(1) Parentage analyses
Parentage was assigned using Cervus 3.0 (Kalinowski, Taper, & Marshall,
2007) based on autosomal loci. Cervus compares likelihood ratios of two
most likely candidate parents and assigns parentage based on statistical
thresholds generated during the simulation analysis. For Cervus
analysis, we used a simulation of 100,000 offspring, an error rate of
0.01, 90% relaxed and 95% strict confidence level, and accounted for
relatedness of candidate mothers and fathers. Relatedness was calculated
with the R package related 1.0 (Pew, Muir, Wang, & Frasier, 2015) using
Wang’s estimator r (Wang, 2002). This estimator was chosen
because it performed best in simulations, showing the highest
correlation between observed and expected values for our set of loci.

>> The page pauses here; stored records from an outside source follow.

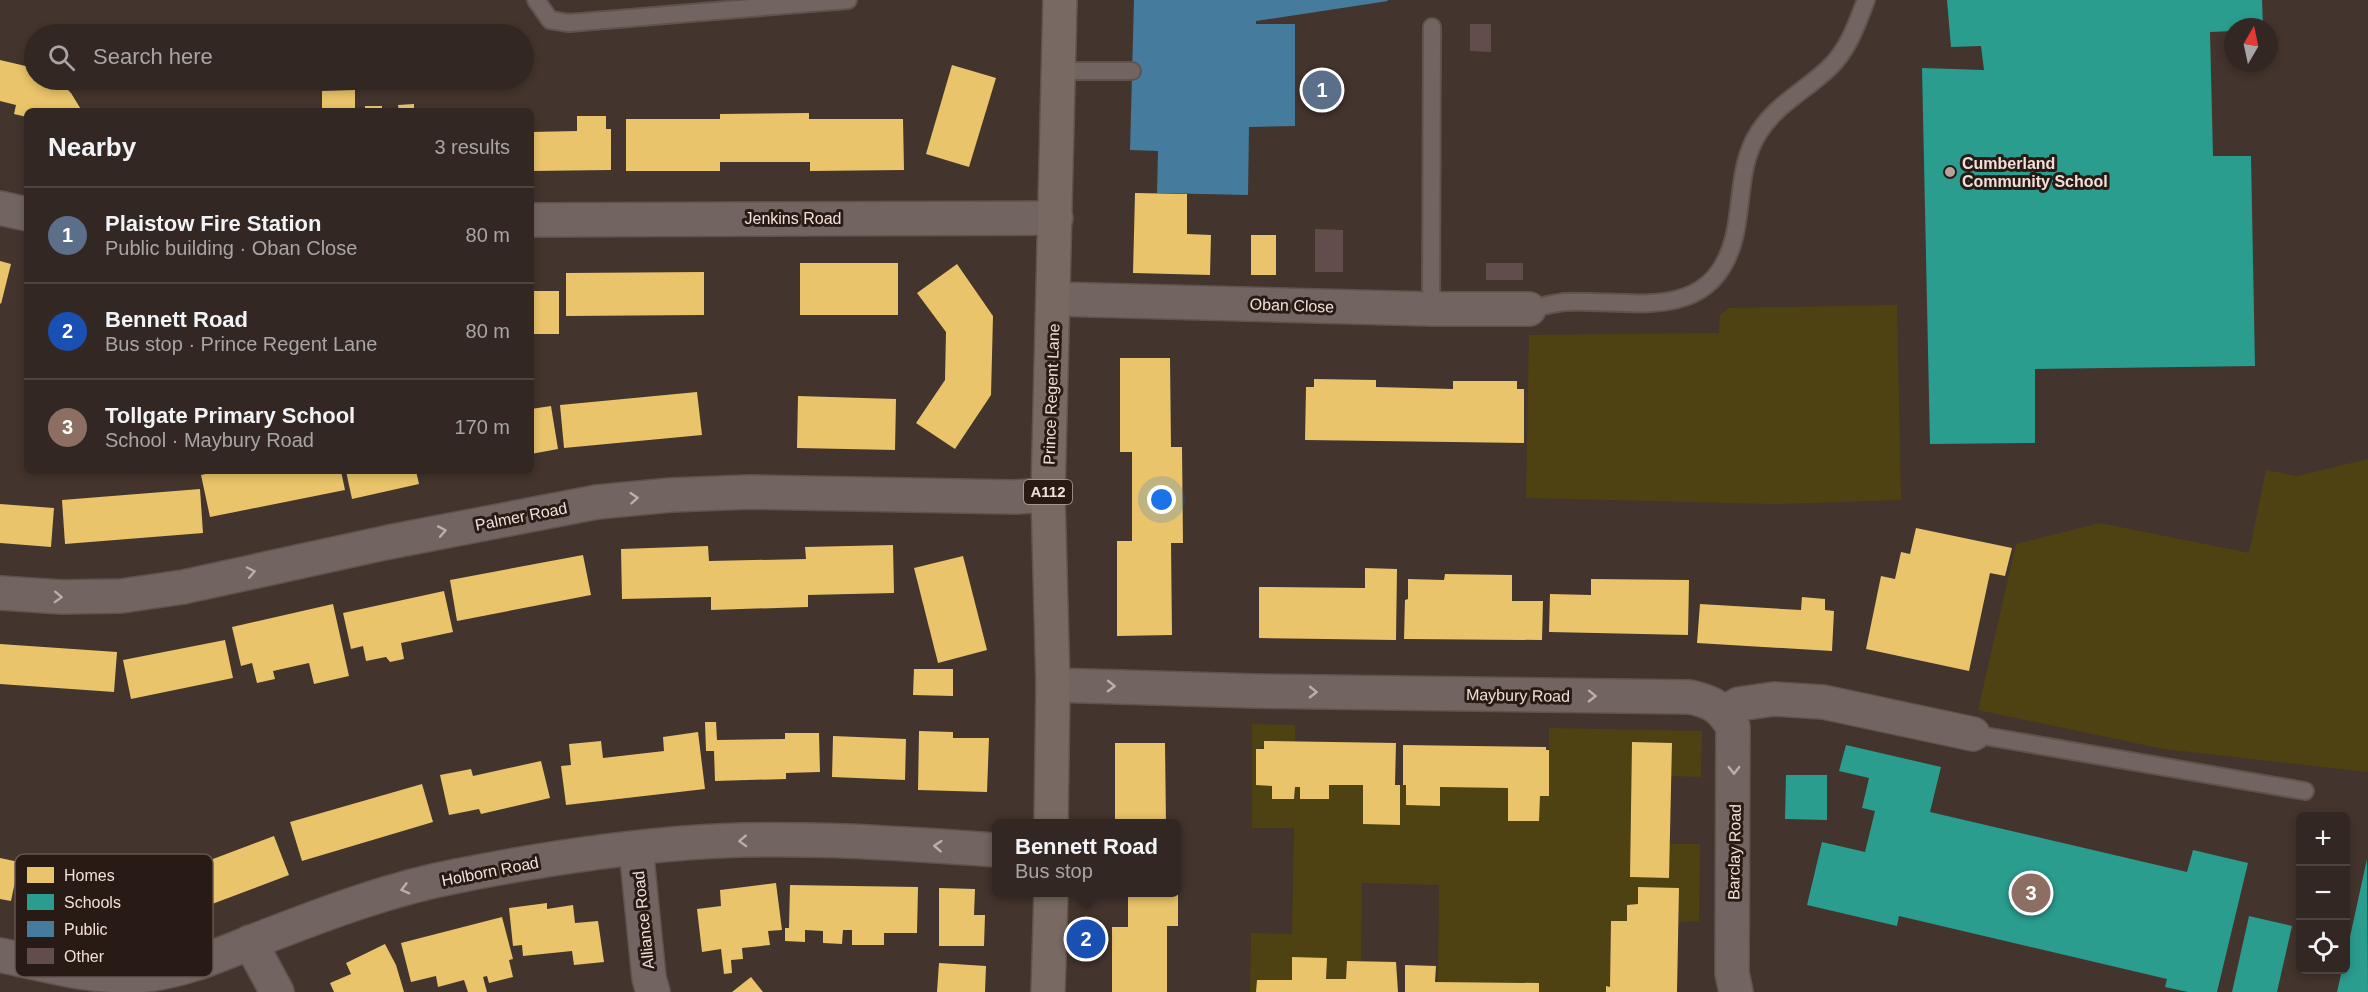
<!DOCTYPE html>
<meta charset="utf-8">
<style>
body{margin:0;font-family:Arial,sans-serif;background:#3d332f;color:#f1f3f6}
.controls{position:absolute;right:18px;bottom:18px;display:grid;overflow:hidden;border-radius:9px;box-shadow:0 3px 9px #0003}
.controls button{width:54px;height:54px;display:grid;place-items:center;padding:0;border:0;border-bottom:2px solid #4d4440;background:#322722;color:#f1f3f6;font:30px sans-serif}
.compass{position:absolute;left:2224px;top:18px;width:54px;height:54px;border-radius:50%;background:#322722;box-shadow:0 3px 9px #0003;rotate:9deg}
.you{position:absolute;left:1162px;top:500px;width:21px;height:21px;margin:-15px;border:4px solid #fff;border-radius:50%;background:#1a73e8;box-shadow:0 0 0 9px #1a73e833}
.badge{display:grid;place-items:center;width:39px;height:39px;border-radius:50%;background:#d93025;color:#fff;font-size:20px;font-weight:700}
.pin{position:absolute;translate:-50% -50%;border:3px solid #fff;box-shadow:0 2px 6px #0006}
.popup{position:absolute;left:992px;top:819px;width:189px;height:78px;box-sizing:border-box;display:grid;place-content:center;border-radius:9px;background:#322722;filter:drop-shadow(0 2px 4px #0005);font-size:20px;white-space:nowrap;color:#a8a5a5}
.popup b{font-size:22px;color:#f1f3f6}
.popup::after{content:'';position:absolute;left:50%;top:100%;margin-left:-12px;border:12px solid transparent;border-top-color:#322722}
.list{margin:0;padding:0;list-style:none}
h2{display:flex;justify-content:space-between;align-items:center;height:78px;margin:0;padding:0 24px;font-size:26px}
h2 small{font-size:20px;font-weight:400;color:#a8a5a5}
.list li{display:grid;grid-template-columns:39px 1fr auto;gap:18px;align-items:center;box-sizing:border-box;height:96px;padding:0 24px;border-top:2px solid #4d4440}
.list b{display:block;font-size:22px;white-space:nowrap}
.list p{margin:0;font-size:20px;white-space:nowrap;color:#a8a5a5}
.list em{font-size:20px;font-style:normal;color:#a8a5a5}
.icon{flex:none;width:33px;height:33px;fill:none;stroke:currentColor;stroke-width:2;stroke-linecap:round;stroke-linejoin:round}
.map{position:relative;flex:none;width:2368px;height:992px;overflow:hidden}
.search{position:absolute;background:#322722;box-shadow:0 3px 9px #0003;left:24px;top:24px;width:510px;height:66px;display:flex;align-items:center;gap:15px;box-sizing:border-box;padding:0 21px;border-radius:33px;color:#a8a5a5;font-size:22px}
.panel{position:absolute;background:#322722;box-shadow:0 3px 9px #0003;left:24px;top:108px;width:510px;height:366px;border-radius:9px}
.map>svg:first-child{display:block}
.green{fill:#4f4212}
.homes{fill:#e9c46a}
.schools{fill:#2a9d8f}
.public{fill:#457b9d}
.building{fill:#634d4c}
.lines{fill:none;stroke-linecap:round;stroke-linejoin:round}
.lane-casing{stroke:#60534d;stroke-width:20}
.street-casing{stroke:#60534d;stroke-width:36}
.primary-casing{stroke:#60534d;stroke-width:36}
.lane{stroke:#726561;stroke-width:16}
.street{stroke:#726561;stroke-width:33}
.primary{stroke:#786a62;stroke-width:33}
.oneway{stroke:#bfaea8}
.poi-dot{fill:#b5a39c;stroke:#281b16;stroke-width:2}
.labels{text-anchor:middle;stroke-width:6;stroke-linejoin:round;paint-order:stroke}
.shield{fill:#281b16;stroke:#b5a49e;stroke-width:1.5}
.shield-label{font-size:15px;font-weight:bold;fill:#f2dfd8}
.poi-label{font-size:16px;font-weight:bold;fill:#f2dfd8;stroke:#281b16;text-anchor:start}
.street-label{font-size:16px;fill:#f2dfd8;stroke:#281b16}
.key{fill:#281b16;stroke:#655650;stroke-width:1.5}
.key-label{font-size:16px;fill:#f2dfd8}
</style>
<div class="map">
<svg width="2368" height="992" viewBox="0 0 2368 992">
<rect width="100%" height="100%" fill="#43342d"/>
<g class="green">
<path d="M1897,305L1901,500L1775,504L1526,498L1529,335L1719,333L1720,315L1729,308Z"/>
<path d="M2368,459V772L2164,749L1978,710L2016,544L2100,523L2249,553L2266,470L2297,476Z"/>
<path d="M1252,724L1295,725V742L1256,749V785L1272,786V799H1294L1295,787H1300V799H1329V785H1363L1400,824V785H1406V805H1440V787L1508,788V821H1539L1540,796H1549V728L1702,731L1701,777L1671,776L1672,743L1632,742L1630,877L1669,878L1670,844H1700L1699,921L1679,922V888L1639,887L1638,904L1627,905V921H1611L1610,987H1606V992H1539L1438,982L1439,885L1362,883L1361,961H1347L1346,979H1326V958L1292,957V980H1257L1256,992H1250L1251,933L1292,934L1294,828H1252Z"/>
</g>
<g class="homes">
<path d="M0,60L34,68V80L54,81V80H66L65,87L71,93L82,111H27V117L14,114L16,105L0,101Z"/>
<path d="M952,65L996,78L969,167L926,154Z"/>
<path d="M355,90V111H322V91Z"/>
<path d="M414,104V111H399L398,105Z"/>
<rect x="365" y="106" width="17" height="5"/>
<path d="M809,113V119H903L904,170L810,171V162H720V171H626V119H720V114Z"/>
<path d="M577,116H606V129H611V170L531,171V132L577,131Z"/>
<path d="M1135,193L1187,194V234L1211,235L1210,275L1133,273Z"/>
<rect x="1251" y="235" width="25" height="40"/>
<path d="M0,261L11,264L1,304L0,303Z"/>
<rect x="800" y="263" width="98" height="52"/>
<path d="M957,264L993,316L991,395L955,449L916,423L945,380L946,332L917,293Z"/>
<path d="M704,272V315L566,316V273Z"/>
<rect x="531" y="291" width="28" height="43"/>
<path d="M1120,358H1170L1171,447H1182L1183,543H1171L1172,635L1117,636V541H1132V452H1120Z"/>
<path d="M1314,379L1376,380V387L1453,389V381H1517V389H1524V443L1305,440L1306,387H1314Z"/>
<path d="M697,392L702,435L564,448L560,405Z"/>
<path d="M798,396L896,399L895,450L797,448Z"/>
<path d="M551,406L558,449L531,454V409Z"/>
<path d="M219,471H341L345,490L210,517L201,475Z"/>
<path d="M346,471H416L419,484L352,499Z"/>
<path d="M200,489L203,533L65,544L62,500Z"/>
<path d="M0,504L54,508L51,547L0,543Z"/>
<path d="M1916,528L2012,548L2005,576L1990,573L1969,671L1866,649L1881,576L1895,579L1901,552L1910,554Z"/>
<path d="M893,545L894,593L808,595V607L711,610V597L622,599L621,549L708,546L709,561L806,559L805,547Z"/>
<path d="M583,555L591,595L457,621L450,580Z"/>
<path d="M963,556L987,650L938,663L914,568Z"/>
<path d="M1365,568L1397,569L1396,640L1259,638V587L1365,588Z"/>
<path d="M1445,574L1512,575V601H1543L1542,640L1404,639L1405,600L1408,599V579L1444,580Z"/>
<path d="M1591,579L1689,580L1688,635L1549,632L1550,594L1591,595Z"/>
<path d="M444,591L453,632L401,643L404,659L390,662L386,657L366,661L363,646L351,649L343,613Z"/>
<path d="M1802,597L1825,599V610L1834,611L1832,651L1697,643L1700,604L1801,610Z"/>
<path d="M333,604L349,676L314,684L309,663L273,671L275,679L257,683L252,663L241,666L232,627Z"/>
<path d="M225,640L233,678L131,699L123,660Z"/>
<path d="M0,644L117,652L114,692L0,684Z"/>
<path d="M914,669H953V696L913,695Z"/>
<path d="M705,722H716L717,740L785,739V733H819L820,772L786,773V779L715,781L714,751H706Z"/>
<path d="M919,731L953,732V738H989L987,792L918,790Z"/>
<path d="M698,732L705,789L566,805L561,766L571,765L569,744L601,741L603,758L664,751L663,737Z"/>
<path d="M833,736L906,739L905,780L832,777Z"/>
<path d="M1264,741L1396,743L1395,785H1400V825L1363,824V785H1329V799H1300V787H1295L1294,799H1272V786L1256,785V749H1264Z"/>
<path d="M1632,742L1672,743L1669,878L1630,877Z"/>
<path d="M1115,743H1165L1166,824H1115Z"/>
<path d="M1403,745L1546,747V750H1549V796H1540L1539,821H1508V788L1440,787V806L1406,805V785H1403Z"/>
<path d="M541,761L550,798L481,814L479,809L449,815L440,775L471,769L473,776Z"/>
<path d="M422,784L433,822L302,861L290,822Z"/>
<path d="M274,836L289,875L159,924L144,885Z"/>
<path d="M0,858L19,862L11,901L0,899Z"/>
<path d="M39,858L72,864L73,858L106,865L104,877L141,885L133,923L62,910L63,904L31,897Z"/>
<path d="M776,883L782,930L768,931L770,945L742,948L743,959L731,960L732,973L724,974L721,949L702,952L697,909L721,906L720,890Z"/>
<path d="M790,885L918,887L917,933H884V945H852V930H843L842,944L823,943V931L805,930V942L785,941V928H789Z"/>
<path d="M1638,887L1679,888L1677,992H1606V986L1610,987L1611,921H1627V905L1638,904Z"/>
<path d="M939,888L975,889L974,915H985L984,946H939Z"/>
<path d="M1128,892H1178V926H1167V992H1112V927H1128Z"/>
<path d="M547,903V909L573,905L575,923L598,921L604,962L574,965L572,951L523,956L522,945L513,946L509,908Z"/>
<path d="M502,917L513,959L509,960L513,977L489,983L487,976L483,977L487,992H468L464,980L438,987L436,976L411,982L401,943Z"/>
<path d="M385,944L396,965L404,992H334L330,983L351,974L346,963Z"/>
<path d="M1292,957L1327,958L1326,979H1346L1347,961L1396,962L1398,992H1256L1257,980H1292Z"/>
<path d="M939,963L986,966L985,992H937Z"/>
<path d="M1405,965L1436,966L1435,982L1539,983V992H1405Z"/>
<path d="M751,977L763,992H732Z"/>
</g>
<g class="schools">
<path d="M1947,0H2262L2263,27H2233V31L2210,32L2213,156H2251L2255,366L2035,369V443L1930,444L1922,68L1984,70L1981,46L1951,47Z"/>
<path d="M1846,745L1941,767L1930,812L2187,872L2193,850L2248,863L2217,992H2188L2165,987L2167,979L1899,916L1897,926L1807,905L1822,842L1865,852L1875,811L1862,808L1869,778L1839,771Z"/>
<path d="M1786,775H1827V820L1785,819Z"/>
<path d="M2367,859L2368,992H2337L2342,970H2346V955Z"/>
<path d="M2249,916L2292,926L2277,992H2232Z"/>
</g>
<path class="public" d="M1134,0H1387L1388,1L1256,21V24H1295V126L1249,127L1248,195L1157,193L1158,151L1130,150Z"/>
<g class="building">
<path d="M1470,24H1491V52L1470,51Z"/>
<path d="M1315,229L1343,230V272H1315Z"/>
<rect x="1486" y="263" width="37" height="17"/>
</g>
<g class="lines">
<g class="lane-casing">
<g id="lane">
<path d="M536,0L550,20L569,23L848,0"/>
<path d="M1058,71H1132"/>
<path d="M1431,309L1432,27"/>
<path d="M1529,309C1541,307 1553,303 1565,302C1632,299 1712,325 1734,238C1743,203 1738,164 1759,132C1777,104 1806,90 1829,68C1848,50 1857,24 1866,0"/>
<path d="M1973,734L2305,791"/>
</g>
</g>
<g class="street-casing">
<g id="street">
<path d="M0,208L27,214"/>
<path d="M531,220L1056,218"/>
<path d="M1054,299L1431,309H1529"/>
<path d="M0,593L62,597L121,596L183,587L389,542L597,502L671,495L750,492L1014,497L1048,495"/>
<path d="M1053,685L1254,691L1690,697C1713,702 1721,707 1733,727L1732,973L1736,992"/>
<path d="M1725,713L1739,704L1774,699L1823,702L1973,734"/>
<path d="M636,848L649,978L653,992"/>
<path d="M250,942L277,992"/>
<path d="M0,955C47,965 97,980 146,975C189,970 228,951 267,936C329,912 393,888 457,876C532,861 609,849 685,843C788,835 893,843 996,850"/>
</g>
</g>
<g class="primary-casing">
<g id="primary">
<path d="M1051,824L1053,685L1048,495L1060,0"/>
<path d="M1048,992L1051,892"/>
</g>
</g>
<use href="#lane" class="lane"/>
<use href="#street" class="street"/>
<use href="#primary" class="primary"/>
</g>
<defs><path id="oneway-chevron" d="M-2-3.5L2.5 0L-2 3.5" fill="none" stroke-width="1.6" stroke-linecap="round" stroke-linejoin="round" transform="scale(1.5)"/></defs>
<g class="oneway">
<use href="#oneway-chevron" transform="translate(634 498) rotate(-5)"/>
<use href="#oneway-chevron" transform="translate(442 531) rotate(-11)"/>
<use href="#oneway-chevron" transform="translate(251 572) rotate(-12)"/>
<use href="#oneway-chevron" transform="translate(58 597) rotate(2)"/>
<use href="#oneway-chevron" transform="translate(1111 686) rotate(1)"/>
<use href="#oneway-chevron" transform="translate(1313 692) rotate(1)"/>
<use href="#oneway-chevron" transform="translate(1592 696) rotate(1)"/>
<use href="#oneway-chevron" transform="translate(1734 770) rotate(90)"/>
<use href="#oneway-chevron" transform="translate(743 841) rotate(178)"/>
<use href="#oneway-chevron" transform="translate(938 846) rotate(-176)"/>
<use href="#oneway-chevron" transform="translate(405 889) rotate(165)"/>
</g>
<circle class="poi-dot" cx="1950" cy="172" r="6"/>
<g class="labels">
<rect class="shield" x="1024" y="480" width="48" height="24" rx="4.5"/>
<g class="shield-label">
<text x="1048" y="497">A112</text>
</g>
<g class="poi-label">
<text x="1962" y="169">Cumberland<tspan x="1962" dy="18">Community School</tspan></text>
</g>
<g class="street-label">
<text x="793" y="224">Jenkins Road</text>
<text transform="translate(1292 305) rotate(2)" y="6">Oban Close</text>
<text transform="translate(1051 394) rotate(-88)" y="6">Prince Regent Lane</text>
<text transform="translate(521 516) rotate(-11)" y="6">Palmer Road</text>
<text transform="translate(1518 695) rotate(1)" y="6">Maybury Road</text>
<text transform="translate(1734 852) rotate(-89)" y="6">Barclay Road</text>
<text transform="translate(490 871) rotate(-11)" y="6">Holborn Road</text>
<text transform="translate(643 920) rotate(-96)" y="6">Alliance Road</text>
</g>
</g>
<rect x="15" y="854" width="198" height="123" rx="9" class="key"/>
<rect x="27" y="867" width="27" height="16" fill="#e9c46a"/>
<rect x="27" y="894" width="27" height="16" fill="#2a9d8f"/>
<rect x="27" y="921" width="27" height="16" fill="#457b9d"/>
<rect x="27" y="948" width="27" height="16" fill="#634d4c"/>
<g class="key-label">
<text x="64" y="881">Homes</text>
<text x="64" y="908">Schools</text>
<text x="64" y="935">Public</text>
<text x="64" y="962">Other</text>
</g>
</svg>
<div class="controls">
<button>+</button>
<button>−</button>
<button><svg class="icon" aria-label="locate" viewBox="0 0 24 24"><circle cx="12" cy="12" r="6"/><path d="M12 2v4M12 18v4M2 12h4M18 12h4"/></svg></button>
</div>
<svg class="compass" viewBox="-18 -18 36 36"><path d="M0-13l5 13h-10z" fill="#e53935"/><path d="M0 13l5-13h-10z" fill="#a8a5a5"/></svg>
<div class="you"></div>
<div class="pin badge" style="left:1322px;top:90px;background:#5c6f8a">1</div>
<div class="pin badge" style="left:1086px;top:939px;background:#1a4fb4">2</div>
<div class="popup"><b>Bennett Road</b>Bus stop</div>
<div class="pin badge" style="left:2031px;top:893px;background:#8d6e63">3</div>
<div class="search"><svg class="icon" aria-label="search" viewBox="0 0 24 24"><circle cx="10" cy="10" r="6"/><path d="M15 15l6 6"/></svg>Search here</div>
<section class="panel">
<h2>Nearby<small>3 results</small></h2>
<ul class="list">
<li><span class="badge" style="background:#5c6f8a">1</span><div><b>Plaistow Fire Station</b><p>Public building · Oban Close</p></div><em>80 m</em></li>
<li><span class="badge" style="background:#1a4fb4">2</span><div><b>Bennett Road</b><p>Bus stop · Prince Regent Lane</p></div><em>80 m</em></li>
<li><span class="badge" style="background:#8d6e63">3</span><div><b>Tollgate Primary School</b><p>School · Maybury Road</p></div><em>170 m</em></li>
</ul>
</section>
</div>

Additionally, we used Colony 2.0.6.5 (Jones & Wang, 2010) to verify
parentage assignments from Cervus. Unlike Cervus, Colony reconstructs a
full pedigree, inferring sibship and parentage among individuals by
comparing the likelihood of different clusters of individuals and
maximizing group rather than pairwise likelihoods. For this analysis, we
used an error rate of 0.01, male and female polygyny, and a sibship size
prior of 1.6, calculated as the average number of young per family group
in our study population. For both Cervus and Colony analyses, the set of
candidate fathers included all sampled adult males plus the oldest
subadult male from Group 6 that had dispersed from his natal group in
the beginning of the study and could have sired offspring by the end of
the sampling period. The set of candidate mothers included all adult
females that shared their mtDNA haplotype with candidate offspring. For
seven offspring (Supplementary Table 1), the mothers were known because
they were seen nursing them. To test the reliability of our parentage
estimates, we ran the analyses twice, with and without the respective
set of known mother-offspring pairs. Combined non-exclusion probability
for the set of 16 autosomal loci (with chr01b excluded) was
9.9x10-5 for the first parent,
3.4x10-7 for the second parent, and
9.0x10-12 for the parent pair, calculated using
Cervus.
Additionally, we used the data for the X-linked locus chrXa to check for
allelic mismatches between candidate parents and offspring. This locus
was treated separately because neither Cervus nor Colony can handle a
mixture of autosomal and sex-linked loci.